Владимир Антонович видел, как смутился после этих слов Витязев, как неловко ему стало, как пожалел он, что дал повод и возможность кому-то поучать его — солдата! а может быть, и полковника! — и как он старался скрыть эту постыдную смущенность, шурудя погасающий костер и морщась будто от дыма.

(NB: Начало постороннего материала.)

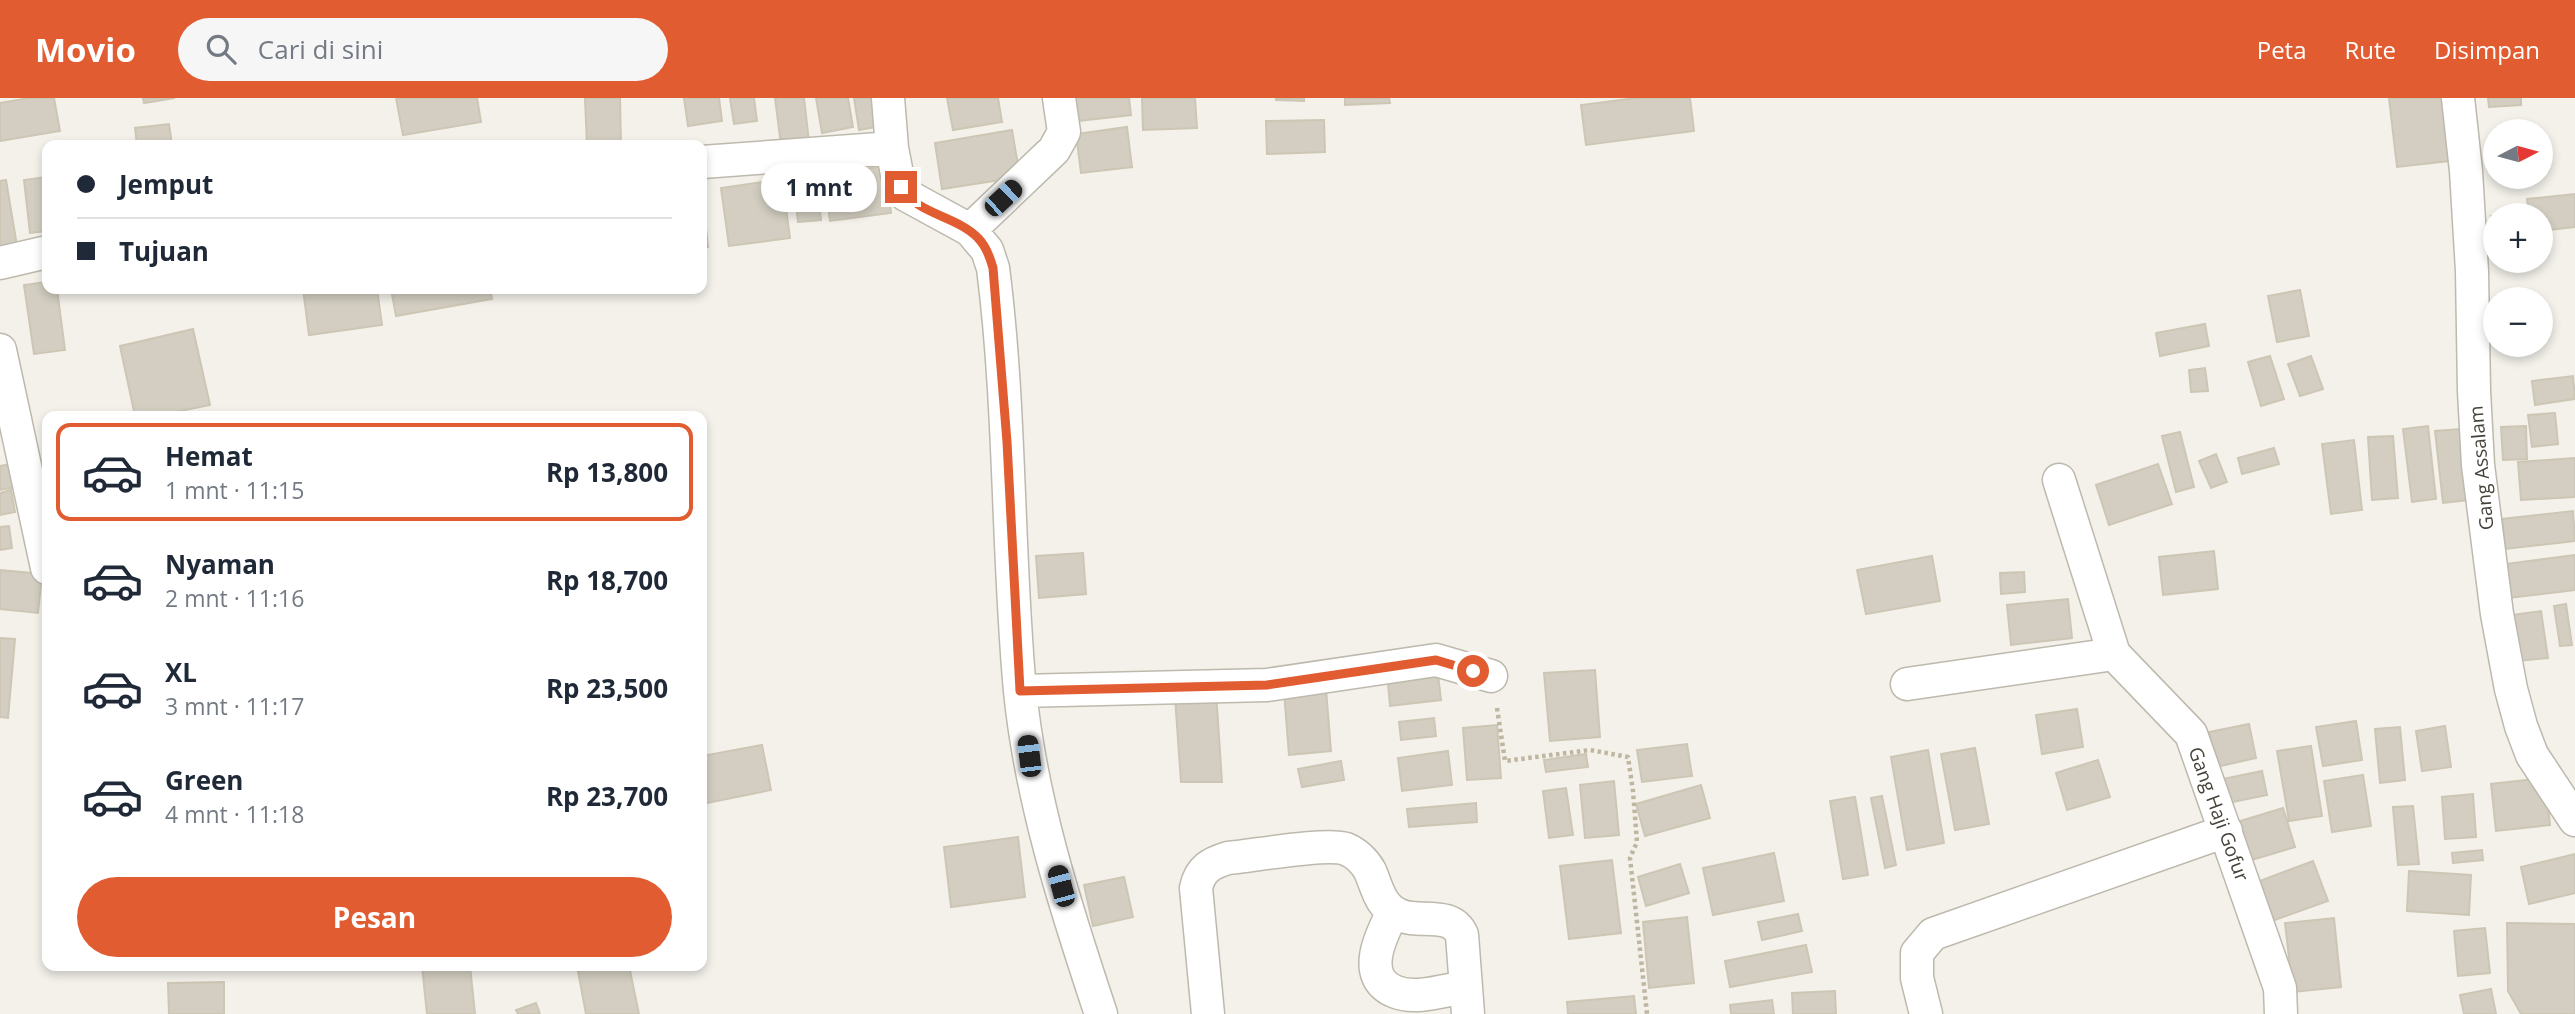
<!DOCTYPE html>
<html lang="id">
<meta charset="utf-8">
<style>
body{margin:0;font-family:"Open Sans",sans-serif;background:#f6f6f7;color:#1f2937;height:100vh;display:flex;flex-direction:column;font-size:26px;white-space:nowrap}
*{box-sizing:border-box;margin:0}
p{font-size:23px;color:#747a83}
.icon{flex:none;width:38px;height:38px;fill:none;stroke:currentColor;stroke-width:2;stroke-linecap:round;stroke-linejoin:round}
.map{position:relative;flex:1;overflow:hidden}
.side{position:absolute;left:42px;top:313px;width:665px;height:560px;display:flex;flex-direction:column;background:#fff;border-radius:14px;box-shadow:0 4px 10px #0003}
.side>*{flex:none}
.guide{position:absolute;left:42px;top:42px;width:665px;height:154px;border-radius:14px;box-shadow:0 4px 10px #0003;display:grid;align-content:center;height:154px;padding:0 35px;background:#fff}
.needle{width:46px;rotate:84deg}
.buttons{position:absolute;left:2483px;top:21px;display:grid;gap:14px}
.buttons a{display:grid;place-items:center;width:70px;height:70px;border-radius:50%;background:#fff;box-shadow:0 4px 10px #0003;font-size:35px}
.end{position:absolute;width:32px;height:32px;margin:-16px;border:9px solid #e25c32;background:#fff;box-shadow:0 0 0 4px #fff}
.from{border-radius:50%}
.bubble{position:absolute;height:49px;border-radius:24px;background:#fff;box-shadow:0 4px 10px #0003;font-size:23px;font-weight:700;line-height:49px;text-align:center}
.car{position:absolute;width:21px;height:42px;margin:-21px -10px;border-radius:9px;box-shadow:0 0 5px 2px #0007;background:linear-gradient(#222 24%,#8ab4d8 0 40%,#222 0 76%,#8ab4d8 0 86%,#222 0)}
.guide b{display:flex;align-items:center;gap:24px;height:66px;font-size:26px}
.guide b+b{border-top:2px solid #e0e1e3}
.guide i{width:18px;height:18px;background:#1f2937}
ul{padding:12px 0 0;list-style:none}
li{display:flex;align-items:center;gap:21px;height:98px;margin:0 14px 10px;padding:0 21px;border:4px solid transparent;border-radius:14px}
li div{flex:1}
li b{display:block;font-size:26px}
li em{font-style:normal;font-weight:700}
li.active{border-color:#e25c32}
li>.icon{width:63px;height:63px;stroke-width:1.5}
.primary-button{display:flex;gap:14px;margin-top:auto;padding:14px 35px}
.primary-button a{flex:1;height:80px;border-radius:42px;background:#e25c32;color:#fff;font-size:28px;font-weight:700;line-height:80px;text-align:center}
header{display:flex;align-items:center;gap:42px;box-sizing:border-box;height:98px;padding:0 35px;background:#e25c32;color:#fff}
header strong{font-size:33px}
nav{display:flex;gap:38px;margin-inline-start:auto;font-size:24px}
.search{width:490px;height:63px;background:#f6f6f7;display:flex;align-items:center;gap:18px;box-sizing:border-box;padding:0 24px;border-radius:38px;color:#747a83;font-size:26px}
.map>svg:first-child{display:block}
.building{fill:#d3cec1;stroke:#cdc6b5;stroke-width:2}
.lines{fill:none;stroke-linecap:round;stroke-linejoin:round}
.minor-casing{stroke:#beb9ad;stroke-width:35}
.path{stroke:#beb6a0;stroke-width:4.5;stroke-dasharray:3.5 3.5;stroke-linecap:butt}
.minor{stroke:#fff;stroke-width:32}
.route{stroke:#e25c32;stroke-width:9}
.labels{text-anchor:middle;stroke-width:5;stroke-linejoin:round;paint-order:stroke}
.street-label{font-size:19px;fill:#464239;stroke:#fff}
</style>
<header>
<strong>Movio</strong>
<div class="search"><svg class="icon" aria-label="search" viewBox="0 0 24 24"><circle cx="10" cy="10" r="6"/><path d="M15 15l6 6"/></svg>Cari di sini</div>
<nav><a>Peta</a><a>Rute</a><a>Disimpan</a></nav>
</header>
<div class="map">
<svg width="2575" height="916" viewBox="0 0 2575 916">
<rect width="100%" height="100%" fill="#f3f1ea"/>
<path class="building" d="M29,0H54L60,33L0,43V5Z
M143,0H175L144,5Z
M396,0H477L481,24L403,37Z
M585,0H620L621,47H587Z
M684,0H719L722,23L688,28Z
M730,0H754L757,23L734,26Z
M775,0H804L809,44L781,47Z
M816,0H848L853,29L822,35Z
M854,0H877L881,28L859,32Z
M947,0H998L1002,24L953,32Z
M1067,0H1129L1131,17L1070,24Z
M1142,0H1195L1197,30L1143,32Z
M1276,0H1304V3L1276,2Z
M1345,0H1389L1390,5L1345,7Z
M1636,0H1690L1694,33L1586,47L1581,7Z
M2389,0H2451L2458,62L2397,69Z
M2488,0H2521V7L2489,9Z
M1324,22L1325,54L1267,56L1266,23Z
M169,26L172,47H137L135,30Z
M1127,29L1132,69L1081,75L1076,36Z
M1012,32L1020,79L942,91L935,45Z
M885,68L891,115L830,123L824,77Z
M47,79V133L30,135L24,82Z
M782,81L790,140L729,148L721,90Z
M6,82L17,148L0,151V83Z
M817,85L821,122L798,124L794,88Z
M702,94L708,149L702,150Z
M2575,96V129L2541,133V117H2529L2527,101Z
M2491,118H2496V143H2494Z
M47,184V191H57L65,252L34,256L24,187Z
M303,191H377L382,227L309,237Z
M391,191H490L492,201L396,218Z
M2300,192L2309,238L2277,244L2268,198Z
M2205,226L2209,248L2160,258L2156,235Z
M193,231L210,307L156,318H135L120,248Z
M2270,258L2284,301L2261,308L2248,264Z
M2311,258L2323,291L2300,298L2288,266Z
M2205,270L2208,293L2191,294L2189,272Z
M2573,278L2575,301L2535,307L2532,283Z
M2555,315L2558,346L2532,349L2528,317Z
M2428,328L2436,401L2412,404L2403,331Z
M2526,328L2527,361L2503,362L2501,329Z
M2461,331L2469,402L2443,405L2435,333Z
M2180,334L2194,389L2176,394L2162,338Z
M2393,338L2398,400L2372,402L2368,339Z
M2354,342L2362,412L2331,416L2322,346Z
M2274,350L2279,366L2242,376L2238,360Z
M2216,356L2227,384L2211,390L2199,363Z
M2575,360V399L2521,402L2518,364Z
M10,366L15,389L0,392V368Z
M2158,366L2172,406L2109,427L2096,387Z
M11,392L15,414L0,417V395Z
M2573,413L2575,443L2505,451L2502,421Z
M9,428L12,450L0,452V429Z
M2214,453L2218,491L2163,497L2159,459Z
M1083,455L1086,496L1039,500L1036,458Z
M2575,457V492L2509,500L2505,466Z
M1932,458L1940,503L1866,516L1857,472Z
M0,472L42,476L38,515L0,511Z
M2024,474L2025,494L2001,496L2000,475Z
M2068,501L2072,540L2011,547L2007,507Z
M2566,506L2572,547L2560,548L2554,508Z
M2541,513L2548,560L2509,564L2504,518Z
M0,540L15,541L8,620L0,619Z
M1437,568L1441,602L1390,608L1387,574Z
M1595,572L1600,639L1550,643L1544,575Z
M1326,591L1331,653L1289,657L1284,594Z
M1216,593L1222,684H1181L1175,599Z
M2077,611L2083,649L2042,656L2036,617Z
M1434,620L1436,638L1401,642L1399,624Z
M2356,623L2362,662L2323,668L2316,629Z
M2249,626L2256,660L2216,669L2209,634Z
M1497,627L1501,680L1467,682L1463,630Z
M2445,628L2451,669L2422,673L2416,633Z
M2400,629L2405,682L2380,685L2375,631Z
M1687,646L1692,678L1642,684L1637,652Z
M762,647L771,692L702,706V658Z
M2311,648L2322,718L2289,723L2277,653Z
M1975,650L1989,726L1955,732L1941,656Z
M1928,652L1944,745L1907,752L1891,659Z
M1448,653L1452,687L1402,693L1398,660Z
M1586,656L1588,669L1546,674L1544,662Z
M2098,662L2110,699L2067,712L2056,675Z
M1341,663L1344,682L1302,689L1298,671Z
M2262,673L2267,697L2218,707L2213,683Z
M2363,677L2371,728L2332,734L2324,683Z
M2545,680L2550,727L2496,733L2491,686Z
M1614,683L1619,737L1585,740L1580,687Z
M1701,687L1710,720L1645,738L1636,706Z
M1566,690L1573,737L1549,740L1543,693Z
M2473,696L2476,739L2445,741L2442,699Z
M1882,698L1896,767L1885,770L1871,700Z
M1855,699L1868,777L1843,781L1830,703Z
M1476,705L1477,724L1409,729L1407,711Z
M2413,708L2419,766L2398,767L2393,709Z
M2283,710L2295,749L2245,764L2234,725Z
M1018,739L1025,799L951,809L944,749Z
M2482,752L2483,762L2453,765L2452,755Z
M1774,755L1784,803L1713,817L1703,770Z
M2575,756V795L2529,806L2521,769Z
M1612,762L1621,835L1569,841L1560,768Z
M2313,763L2328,803L2272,823L2257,784Z
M1680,766L1689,795L1646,808L1638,779Z
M2409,773L2471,777L2469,817L2407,813Z
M1124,779L1133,819L1093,828L1084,787Z
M1798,816L1802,833L1762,842L1758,824Z
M1687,819L1694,885L1649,890L1643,824Z
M2334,820L2341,889L2293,894L2285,825Z
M2507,825L2575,826V916H2521L2508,893Z
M2485,830L2490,875L2458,878L2454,833Z
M1806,847L1812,874L1730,889L1725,863Z
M422,868H470L475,916H427Z
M602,868H629L639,916H586L578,873Z
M224,884V916H169L168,885Z
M2491,891L2496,916H2464L2460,897Z
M1835,893L1836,916H1793L1792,895Z
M1634,898L1636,916H1568L1567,904Z
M1772,902L1774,916H1731L1730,907Z
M536,905L540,916H518L516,912Z"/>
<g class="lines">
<g class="minor-casing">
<path id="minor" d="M2458,0L2466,73L2472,173L2474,293L2478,367L2497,516L2511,591L2521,628L2532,657L2575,722
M892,50L897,76L906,97L970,132L987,152L993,170C1011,310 1007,452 1020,593C1031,703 1066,811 1101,916
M702,64L892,50L888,0
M970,132L1054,52L1064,34L1059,0
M0,165L47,154
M0,252L47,470
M2059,382L2114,556L2191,636L2280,890L2281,916
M1907,586L2114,556
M1020,593L1267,587L1436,562L1491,578
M1393,814C1381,837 1359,880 1396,894C1416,902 1445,892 1466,889
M1208,916L1196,790C1200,771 1211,765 1228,760C1252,758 1327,744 1346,751C1356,755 1365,764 1370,773C1377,789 1380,809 1399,817C1419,826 1451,812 1462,837L1468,916
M1926,916L1917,880V855L1933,836L2226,733"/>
</g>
<path class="path" d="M1497,610L1505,663L1590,652L1628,659L1633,693L1637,744L1630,760L1647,916"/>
<use href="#minor" class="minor"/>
</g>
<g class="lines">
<path class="route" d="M901,89C916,116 957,118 978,140C986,148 990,159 993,170L1007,344L1020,593L1267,587L1436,562L1473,573"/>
</g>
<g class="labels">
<g class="street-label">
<text transform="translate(2481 370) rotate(-95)" y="7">Gang Assalam</text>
<text transform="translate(2219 716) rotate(70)" y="7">Gang Haji Gofur</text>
</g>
</g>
</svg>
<div class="buttons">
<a><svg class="needle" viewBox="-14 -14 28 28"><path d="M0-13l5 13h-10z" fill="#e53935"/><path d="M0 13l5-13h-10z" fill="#747a83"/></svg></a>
<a>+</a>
<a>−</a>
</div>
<i class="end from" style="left:1473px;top:573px"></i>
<i class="end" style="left:901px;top:89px"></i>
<div class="bubble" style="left:761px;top:65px;width:116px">1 mnt</div>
<i class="car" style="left:1003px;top:100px;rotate:47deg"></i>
<i class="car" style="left:1029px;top:658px;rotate:353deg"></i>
<i class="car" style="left:1061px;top:788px;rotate:345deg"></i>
<div class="guide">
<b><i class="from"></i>Jemput</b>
<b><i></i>Tujuan</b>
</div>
<section class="side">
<ul>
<li class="active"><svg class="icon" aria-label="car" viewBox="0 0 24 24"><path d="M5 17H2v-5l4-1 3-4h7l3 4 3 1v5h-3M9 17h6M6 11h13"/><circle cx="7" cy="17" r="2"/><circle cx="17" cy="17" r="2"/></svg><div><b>Hemat</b><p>1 mnt · 11:15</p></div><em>Rp 13,800</em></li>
<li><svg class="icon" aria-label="car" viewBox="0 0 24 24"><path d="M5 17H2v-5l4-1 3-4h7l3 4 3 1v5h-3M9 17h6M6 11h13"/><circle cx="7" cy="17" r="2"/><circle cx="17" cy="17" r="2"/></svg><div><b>Nyaman</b><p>2 mnt · 11:16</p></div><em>Rp 18,700</em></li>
<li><svg class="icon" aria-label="car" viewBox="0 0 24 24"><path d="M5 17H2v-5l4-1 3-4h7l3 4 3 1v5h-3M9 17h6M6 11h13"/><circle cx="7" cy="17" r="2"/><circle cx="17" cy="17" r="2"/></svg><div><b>XL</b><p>3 mnt · 11:17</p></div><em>Rp 23,500</em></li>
<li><svg class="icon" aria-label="car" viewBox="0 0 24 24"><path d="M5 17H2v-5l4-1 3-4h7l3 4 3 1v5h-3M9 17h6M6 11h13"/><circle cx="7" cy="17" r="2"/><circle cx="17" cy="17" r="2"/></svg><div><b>Green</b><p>4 mnt · 11:18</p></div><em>Rp 23,700</em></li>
</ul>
<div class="primary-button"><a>Pesan</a></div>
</section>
</div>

— Припекает, товарищ полковник? — участливо спросил Владимир Антонович и почти без паузы рассмеялся. — Припекает! Для тебя военная тайна должна в любом лесу оставаться святее святых, а ты? Нет, Вася, наш следователь прав. Кругом прав! Как говорится, свежая голова: Мы тут действительно одичали. Без году недельку пожили вне цивилизации и одичали: на сказки потянуло, мистику разводам... Какого дьявола я сюда приперся? Но, слава богу, уборка начинается. Конец отпуска хоть по-человечески использую. Я каждый год самобилизуюсь на уборку, — объяснил он следователю, — сажусь на самый плохонький комбайн и вкалываю сколько могу. Герой? Нет. Я понимаю, плохо это, когда приходится учителю становиться комбайнером. А что поделаешь? — виноват! Убирать некому. Своих учеников воспитать хлеборобами не смог, так давай сам! Вот и искупаю грехи свои. Да что там — искупаю? —нравится мне эта работа. Вот ехал на коне в Хамой — совсем подходят хлеба. Так и хотелось... — Но, вспомнив, что ему тогда вовсе ничего такого не хотелось, Владимир Антонович замолчал и перевел взгляд с одного собеседника на другого — не усекли ли? Нет, не усекли. И он вздохнул облегченно. — Декаду помолочу, это точно.